MINORITY HEALTH: Study Confirms Heart Test ‘Bias’
Doctors are significantly less likely to recommend cardiac catheterization for blacks and woman than for white men with identical complaints of chest pain, according to a study published in today's New England Journal of Medicine. Lead author Kevin Schulman of Georgetown University Medical Center found that for actor-patients with scripted identical health insurance, jobs, address and gestures, "blacks and women with chest pain [were] 40% less likely than whites or men to be referred by physicians for cardiac catheterization," the best diagnostic tool for heart disease (Rubin, USA Today, 2/24). Based solely on their symptoms, Schulman said, "all of the patients should have been referred for catheterization." In the study, 720 primary care physicians were shown videos of the actor-patients being examined by doctors and then asked to fill out surveys offering their own recommendations for care. Ninety-one percent of white males were referred for catheterization, "compared with 85% of blacks and women," with black women accounting for most of the difference (Burling, Philadelphia Inquirer, 2/25).
Who Me, Biased?
Shulman concluded that while the bias "may represent overt prejudice on the part of physicians ... more likely, [it] could be the result of subconscious perceptions rather than deliberate actions or thoughts" (Schulman et al., NEJM, 2/25 issue). The study effectively puts to rest assertions by many in medicine that treatment biases are due to factors such as insurance coverage or socioeconomic status, the Inquirer reports.

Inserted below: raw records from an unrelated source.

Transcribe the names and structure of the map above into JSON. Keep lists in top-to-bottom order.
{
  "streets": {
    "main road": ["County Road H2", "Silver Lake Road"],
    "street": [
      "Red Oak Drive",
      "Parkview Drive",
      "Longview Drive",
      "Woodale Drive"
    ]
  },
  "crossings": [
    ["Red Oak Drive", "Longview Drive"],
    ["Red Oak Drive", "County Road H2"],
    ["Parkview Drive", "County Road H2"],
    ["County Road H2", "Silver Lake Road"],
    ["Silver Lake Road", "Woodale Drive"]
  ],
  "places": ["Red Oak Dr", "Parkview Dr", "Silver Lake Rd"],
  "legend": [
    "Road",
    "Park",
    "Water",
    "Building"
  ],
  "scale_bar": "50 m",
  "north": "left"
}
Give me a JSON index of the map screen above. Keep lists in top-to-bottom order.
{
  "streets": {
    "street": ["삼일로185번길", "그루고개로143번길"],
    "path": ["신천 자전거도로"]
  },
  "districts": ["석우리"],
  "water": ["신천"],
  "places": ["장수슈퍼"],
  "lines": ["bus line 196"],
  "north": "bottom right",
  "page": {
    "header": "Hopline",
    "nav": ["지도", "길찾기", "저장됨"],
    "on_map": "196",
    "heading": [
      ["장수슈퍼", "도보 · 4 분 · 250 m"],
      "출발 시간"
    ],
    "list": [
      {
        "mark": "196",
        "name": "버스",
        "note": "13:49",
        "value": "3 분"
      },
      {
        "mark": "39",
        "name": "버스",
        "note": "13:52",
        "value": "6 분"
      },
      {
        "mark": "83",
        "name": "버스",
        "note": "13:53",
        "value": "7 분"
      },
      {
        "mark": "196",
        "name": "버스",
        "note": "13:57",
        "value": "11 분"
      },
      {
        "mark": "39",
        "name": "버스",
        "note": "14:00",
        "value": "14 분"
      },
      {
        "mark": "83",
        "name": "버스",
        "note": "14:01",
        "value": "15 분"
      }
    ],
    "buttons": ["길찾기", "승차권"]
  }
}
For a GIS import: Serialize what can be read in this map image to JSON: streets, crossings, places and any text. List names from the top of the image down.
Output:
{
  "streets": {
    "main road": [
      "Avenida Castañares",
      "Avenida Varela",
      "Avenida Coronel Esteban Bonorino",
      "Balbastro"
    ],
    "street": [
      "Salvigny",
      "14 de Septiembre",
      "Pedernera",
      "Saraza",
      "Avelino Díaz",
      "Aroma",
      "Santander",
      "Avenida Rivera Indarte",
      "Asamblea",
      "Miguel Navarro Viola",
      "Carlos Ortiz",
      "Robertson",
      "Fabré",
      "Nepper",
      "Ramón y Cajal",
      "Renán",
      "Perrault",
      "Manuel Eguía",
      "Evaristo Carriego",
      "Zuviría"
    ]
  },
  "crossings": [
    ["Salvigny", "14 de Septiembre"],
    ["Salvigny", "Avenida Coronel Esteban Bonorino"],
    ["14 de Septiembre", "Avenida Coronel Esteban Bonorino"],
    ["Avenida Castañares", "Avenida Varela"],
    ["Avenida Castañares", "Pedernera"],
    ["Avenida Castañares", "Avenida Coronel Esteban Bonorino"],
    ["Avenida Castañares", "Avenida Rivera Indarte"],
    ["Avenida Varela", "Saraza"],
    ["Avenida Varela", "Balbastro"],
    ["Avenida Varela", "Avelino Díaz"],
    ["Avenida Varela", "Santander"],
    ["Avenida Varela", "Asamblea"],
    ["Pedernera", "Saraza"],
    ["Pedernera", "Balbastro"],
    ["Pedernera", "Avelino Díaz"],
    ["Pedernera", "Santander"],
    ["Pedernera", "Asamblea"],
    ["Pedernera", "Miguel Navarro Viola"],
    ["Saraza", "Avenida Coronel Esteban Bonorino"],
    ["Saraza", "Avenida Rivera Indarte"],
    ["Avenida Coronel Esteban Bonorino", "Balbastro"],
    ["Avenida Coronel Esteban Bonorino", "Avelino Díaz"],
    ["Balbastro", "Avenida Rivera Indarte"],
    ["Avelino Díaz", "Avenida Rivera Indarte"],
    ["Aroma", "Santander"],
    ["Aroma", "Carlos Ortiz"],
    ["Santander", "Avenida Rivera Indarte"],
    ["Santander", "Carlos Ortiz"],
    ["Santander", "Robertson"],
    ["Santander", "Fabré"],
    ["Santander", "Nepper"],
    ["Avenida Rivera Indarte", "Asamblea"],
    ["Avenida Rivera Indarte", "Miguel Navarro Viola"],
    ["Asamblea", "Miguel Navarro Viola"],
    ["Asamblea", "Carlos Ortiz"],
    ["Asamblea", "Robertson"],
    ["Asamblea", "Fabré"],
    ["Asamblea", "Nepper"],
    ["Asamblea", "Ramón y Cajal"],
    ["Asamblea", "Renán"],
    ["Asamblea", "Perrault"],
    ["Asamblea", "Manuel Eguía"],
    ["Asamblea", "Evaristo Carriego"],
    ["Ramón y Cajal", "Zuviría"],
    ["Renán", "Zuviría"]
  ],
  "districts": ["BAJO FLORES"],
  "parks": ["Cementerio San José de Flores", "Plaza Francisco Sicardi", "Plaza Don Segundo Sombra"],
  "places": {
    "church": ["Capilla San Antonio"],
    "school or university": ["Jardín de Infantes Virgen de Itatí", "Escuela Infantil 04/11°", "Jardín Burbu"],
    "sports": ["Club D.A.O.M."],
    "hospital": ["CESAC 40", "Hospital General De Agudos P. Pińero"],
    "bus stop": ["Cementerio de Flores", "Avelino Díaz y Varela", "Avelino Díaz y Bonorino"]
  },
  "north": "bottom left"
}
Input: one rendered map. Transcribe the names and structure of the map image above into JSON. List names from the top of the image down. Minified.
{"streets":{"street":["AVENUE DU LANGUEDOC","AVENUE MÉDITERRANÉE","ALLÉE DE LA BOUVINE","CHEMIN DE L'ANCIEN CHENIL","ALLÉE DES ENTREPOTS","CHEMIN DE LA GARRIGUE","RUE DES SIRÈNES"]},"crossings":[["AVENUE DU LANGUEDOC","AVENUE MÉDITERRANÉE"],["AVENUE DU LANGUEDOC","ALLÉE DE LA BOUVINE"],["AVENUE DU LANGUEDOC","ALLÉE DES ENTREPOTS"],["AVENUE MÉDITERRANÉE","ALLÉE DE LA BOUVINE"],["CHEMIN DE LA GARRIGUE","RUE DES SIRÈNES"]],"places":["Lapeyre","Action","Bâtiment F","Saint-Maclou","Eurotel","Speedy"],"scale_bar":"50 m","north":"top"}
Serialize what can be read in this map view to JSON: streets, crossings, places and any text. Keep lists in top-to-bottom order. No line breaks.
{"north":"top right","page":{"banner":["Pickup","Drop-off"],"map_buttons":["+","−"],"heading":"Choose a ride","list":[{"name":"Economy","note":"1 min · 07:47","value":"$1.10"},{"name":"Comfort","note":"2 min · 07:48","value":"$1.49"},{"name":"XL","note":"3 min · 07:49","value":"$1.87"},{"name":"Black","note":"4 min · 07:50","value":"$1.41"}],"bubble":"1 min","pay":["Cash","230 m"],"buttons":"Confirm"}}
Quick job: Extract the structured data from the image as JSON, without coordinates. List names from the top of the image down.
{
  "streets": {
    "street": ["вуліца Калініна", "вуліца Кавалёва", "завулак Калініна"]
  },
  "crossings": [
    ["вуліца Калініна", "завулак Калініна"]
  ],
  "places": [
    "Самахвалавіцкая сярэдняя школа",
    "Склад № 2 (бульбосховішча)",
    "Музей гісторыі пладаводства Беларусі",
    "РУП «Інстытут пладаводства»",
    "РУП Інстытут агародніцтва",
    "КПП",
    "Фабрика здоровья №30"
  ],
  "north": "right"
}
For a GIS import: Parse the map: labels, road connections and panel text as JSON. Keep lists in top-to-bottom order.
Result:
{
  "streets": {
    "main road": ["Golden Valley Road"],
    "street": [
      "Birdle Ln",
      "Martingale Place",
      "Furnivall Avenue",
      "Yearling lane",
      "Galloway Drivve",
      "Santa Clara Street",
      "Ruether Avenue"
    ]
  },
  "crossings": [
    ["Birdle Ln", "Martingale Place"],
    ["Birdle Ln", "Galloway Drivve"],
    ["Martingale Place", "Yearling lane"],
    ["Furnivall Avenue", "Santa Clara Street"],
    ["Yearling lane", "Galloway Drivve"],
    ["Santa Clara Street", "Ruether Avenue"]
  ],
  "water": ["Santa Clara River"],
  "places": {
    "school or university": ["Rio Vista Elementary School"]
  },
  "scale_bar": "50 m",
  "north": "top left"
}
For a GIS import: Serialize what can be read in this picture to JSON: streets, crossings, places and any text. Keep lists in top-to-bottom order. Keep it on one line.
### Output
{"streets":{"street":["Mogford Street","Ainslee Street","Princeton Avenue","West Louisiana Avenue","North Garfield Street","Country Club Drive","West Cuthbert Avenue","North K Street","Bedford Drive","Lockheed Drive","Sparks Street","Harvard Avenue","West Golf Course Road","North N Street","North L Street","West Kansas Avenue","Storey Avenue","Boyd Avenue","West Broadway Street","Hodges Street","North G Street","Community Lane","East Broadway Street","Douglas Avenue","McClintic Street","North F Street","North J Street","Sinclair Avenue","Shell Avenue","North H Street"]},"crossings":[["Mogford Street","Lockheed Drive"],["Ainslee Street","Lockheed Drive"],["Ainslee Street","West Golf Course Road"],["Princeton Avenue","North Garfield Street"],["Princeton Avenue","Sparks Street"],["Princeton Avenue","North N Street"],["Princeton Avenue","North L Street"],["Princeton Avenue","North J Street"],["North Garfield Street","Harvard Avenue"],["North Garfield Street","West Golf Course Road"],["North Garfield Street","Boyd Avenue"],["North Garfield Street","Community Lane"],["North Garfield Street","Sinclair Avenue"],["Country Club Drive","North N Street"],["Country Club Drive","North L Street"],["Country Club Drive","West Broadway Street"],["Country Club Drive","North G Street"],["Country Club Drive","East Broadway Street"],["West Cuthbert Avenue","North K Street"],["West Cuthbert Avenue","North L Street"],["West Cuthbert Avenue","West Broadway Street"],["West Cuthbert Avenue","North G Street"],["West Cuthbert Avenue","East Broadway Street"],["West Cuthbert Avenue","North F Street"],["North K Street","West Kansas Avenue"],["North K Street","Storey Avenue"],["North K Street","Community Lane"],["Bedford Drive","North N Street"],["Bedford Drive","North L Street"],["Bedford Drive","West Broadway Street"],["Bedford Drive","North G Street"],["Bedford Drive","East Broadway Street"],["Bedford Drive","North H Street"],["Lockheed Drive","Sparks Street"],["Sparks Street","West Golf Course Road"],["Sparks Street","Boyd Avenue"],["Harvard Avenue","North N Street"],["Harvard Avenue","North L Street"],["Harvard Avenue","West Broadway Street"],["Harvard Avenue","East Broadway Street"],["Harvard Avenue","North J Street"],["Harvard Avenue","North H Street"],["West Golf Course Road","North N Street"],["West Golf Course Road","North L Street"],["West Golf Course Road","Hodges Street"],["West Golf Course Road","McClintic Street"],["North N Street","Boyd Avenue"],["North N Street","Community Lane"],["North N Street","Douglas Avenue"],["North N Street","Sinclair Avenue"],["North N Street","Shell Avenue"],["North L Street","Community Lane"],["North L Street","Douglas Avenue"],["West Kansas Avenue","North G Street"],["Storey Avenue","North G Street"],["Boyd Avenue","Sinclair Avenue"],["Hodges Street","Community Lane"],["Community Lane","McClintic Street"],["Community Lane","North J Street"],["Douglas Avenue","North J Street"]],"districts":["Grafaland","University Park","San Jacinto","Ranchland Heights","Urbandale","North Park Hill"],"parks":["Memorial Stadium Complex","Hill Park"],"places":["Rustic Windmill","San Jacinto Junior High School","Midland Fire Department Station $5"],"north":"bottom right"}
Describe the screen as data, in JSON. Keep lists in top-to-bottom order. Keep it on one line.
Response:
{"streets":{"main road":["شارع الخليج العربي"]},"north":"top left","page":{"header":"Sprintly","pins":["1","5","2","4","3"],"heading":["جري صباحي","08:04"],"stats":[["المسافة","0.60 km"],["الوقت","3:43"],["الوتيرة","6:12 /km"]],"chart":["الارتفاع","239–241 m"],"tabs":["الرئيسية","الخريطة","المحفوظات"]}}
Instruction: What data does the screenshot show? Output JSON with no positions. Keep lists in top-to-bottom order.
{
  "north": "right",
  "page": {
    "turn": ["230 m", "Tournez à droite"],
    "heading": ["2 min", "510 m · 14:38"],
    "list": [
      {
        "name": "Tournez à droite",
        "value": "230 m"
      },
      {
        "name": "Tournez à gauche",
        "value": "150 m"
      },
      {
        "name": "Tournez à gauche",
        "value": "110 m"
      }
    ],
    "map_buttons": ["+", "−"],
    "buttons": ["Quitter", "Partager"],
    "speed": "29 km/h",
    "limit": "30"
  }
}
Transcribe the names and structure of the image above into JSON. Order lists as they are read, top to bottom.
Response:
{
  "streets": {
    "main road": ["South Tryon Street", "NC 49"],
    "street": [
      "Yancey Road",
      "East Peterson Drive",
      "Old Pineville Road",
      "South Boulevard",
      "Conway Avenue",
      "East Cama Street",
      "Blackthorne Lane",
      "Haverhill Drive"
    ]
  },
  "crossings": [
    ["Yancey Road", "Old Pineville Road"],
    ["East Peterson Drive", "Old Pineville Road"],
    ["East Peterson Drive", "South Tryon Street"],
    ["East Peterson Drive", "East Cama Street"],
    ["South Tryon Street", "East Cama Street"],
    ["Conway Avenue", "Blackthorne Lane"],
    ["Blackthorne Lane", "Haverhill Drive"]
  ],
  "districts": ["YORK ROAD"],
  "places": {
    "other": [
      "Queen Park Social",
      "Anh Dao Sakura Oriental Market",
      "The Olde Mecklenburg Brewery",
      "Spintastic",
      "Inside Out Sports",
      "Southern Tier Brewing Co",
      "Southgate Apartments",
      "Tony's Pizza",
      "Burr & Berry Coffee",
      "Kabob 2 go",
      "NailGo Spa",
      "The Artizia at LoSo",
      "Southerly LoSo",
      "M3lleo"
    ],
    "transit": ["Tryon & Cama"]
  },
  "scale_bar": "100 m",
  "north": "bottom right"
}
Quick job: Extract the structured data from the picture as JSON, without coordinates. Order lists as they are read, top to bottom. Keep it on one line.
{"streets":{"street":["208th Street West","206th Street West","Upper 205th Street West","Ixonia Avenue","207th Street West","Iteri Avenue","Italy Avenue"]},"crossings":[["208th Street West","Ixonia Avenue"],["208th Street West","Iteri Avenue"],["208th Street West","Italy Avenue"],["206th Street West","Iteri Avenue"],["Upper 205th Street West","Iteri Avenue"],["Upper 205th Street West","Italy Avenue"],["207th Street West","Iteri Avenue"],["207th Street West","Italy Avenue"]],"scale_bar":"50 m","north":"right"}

Schulman said, "I thing we have to challenge physicians to begin to say they are part of the problem and to move forward to say they are part of the solution" (2/25). Newsday reports that Shulman believes the study "is a small window into a larger problem of how biases affect the care patients receive." Dr. Luther Clark, chief of cardiology at SUNY Downstate Medical Center, noted, "Many faulty perceptions have developed over time about blacks and women." He said for years it was "believed that blacks did not develop coronary artery disease and severe chest pain in women was a manifestation of hysteria." The study also found that doctors perceived the black patients to be of lower socioeconomic status than the white patients, even though their addresses, occupations and insurance coverage were identical (Ricks, 2/25).
Fallout
ABC's Peter Jennings reported that the study "is bound to make waves, political waves" because it is the first to illustrate "that prejudice among doctors causes a gap in the quality of health care between blacks and whites." Columbia University's Allan Rosenfield said, "I think the medical profession is going to be embarrassed by this. ... I don't understand the difference in any way except there has to be some form of subconscious or just-below the surface bias" ("World News Tonight," ABC, 2/24). U.S. Surgeon General Dr. David Satcher called the problem "serious" and joined Schulman in a call for medical schools and residency programs to train "future doctors to confront racial sensitivity in the same way that many other industries have." But bioethicist Arthur Caplan of the University of Pennsylvania added that such an effort will prove difficult. He said, "Some schools are teaching courses on race and sex and gender, ... but because many doctors and nurses come to medicine with the values, presumptions and biases that are in our society, you don't have to be consciously racist to see the influence of race and gender playing out in treatment" (Goldstein, Washington Post, 2/25). Nonetheless, Walter McDonald, executive vice president of the American College of Physicians-American Society of Internal Medicine, predicted, "We're going to go to school on this study" (Philadelphia Inquirer, 2/25).